From the first line of the material through the line that holds "Annotation task. Summarize", repeat each line exactly and skip any picture.

• [Dataset records]
#####

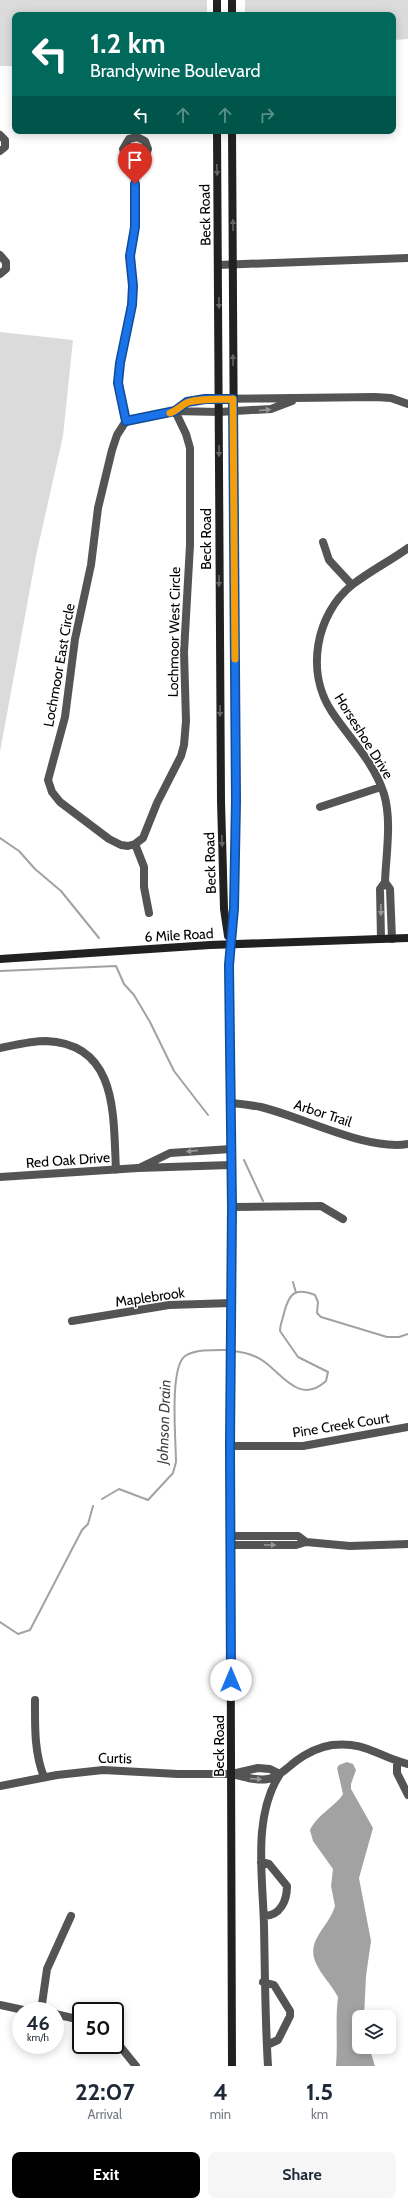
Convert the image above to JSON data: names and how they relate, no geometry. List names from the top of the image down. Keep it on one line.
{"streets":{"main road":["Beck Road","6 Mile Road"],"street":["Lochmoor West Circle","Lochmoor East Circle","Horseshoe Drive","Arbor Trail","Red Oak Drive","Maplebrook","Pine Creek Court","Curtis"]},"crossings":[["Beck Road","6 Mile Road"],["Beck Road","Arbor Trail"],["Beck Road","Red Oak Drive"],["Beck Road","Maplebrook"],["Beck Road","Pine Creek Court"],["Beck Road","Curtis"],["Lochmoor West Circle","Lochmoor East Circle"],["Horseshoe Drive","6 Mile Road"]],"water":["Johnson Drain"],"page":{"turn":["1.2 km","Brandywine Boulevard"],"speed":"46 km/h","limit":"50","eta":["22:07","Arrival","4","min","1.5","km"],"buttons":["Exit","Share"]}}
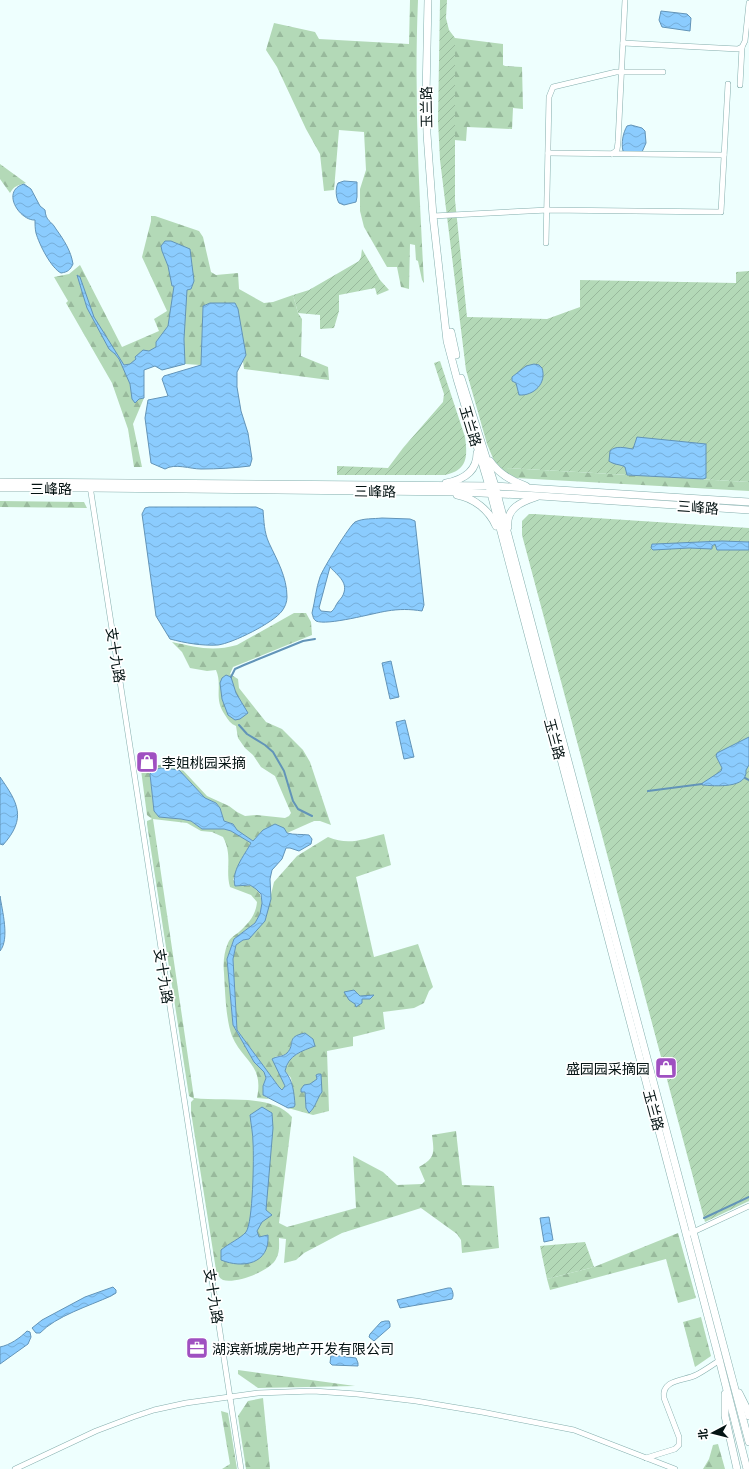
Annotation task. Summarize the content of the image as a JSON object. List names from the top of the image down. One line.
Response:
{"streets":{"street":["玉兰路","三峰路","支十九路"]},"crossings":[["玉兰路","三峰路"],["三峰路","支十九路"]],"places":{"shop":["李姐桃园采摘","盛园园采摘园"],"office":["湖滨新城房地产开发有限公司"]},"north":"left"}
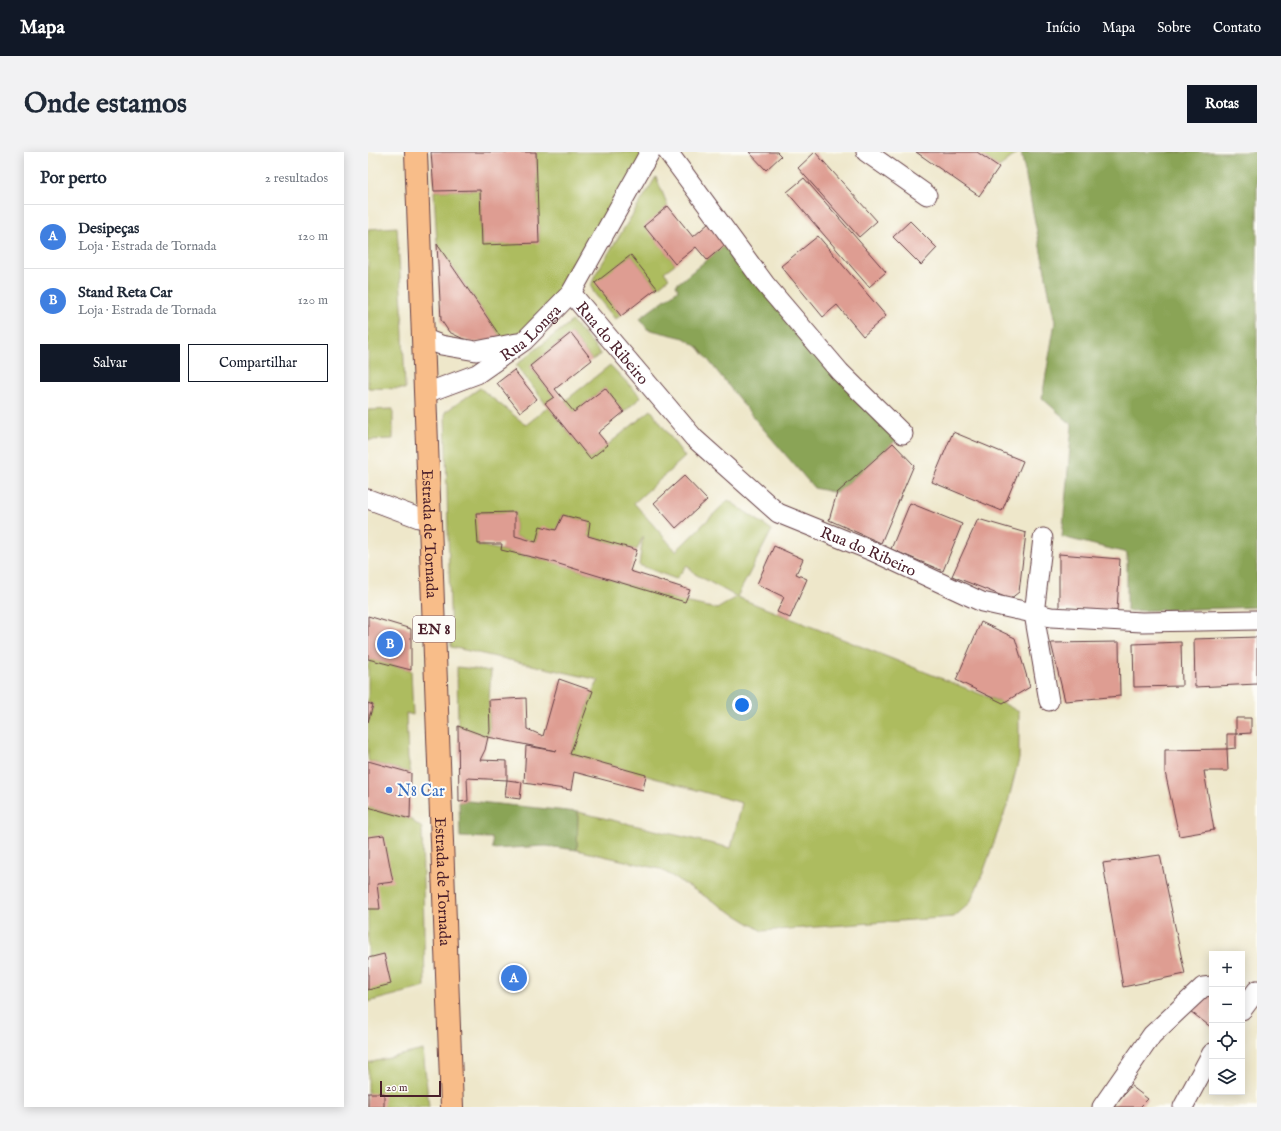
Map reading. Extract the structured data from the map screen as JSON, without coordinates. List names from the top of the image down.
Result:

#####

• [Result of the task]
Convert the image above to JSON data: names and how they relate, no geometry. List names from the top of the image down. Keep it on one line.
{"streets":{"main road":["Beck Road","6 Mile Road"],"street":["Lochmoor West Circle","Lochmoor East Circle","Horseshoe Drive","Arbor Trail","Red Oak Drive","Maplebrook","Pine Creek Court","Curtis"]},"crossings":[["Beck Road","6 Mile Road"],["Beck Road","Arbor Trail"],["Beck Road","Red Oak Drive"],["Beck Road","Maplebrook"],["Beck Road","Pine Creek Court"],["Beck Road","Curtis"],["Lochmoor West Circle","Lochmoor East Circle"],["Horseshoe Drive","6 Mile Road"]],"water":["Johnson Drain"],"page":{"turn":["1.2 km","Brandywine Boulevard"],"speed":"46 km/h","limit":"50","eta":["22:07","Arrival","4","min","1.5","km"],"buttons":["Exit","Share"]}}
Annotation task. Summarize the content of the image as a JSON object. List names from the top of the image down. One line.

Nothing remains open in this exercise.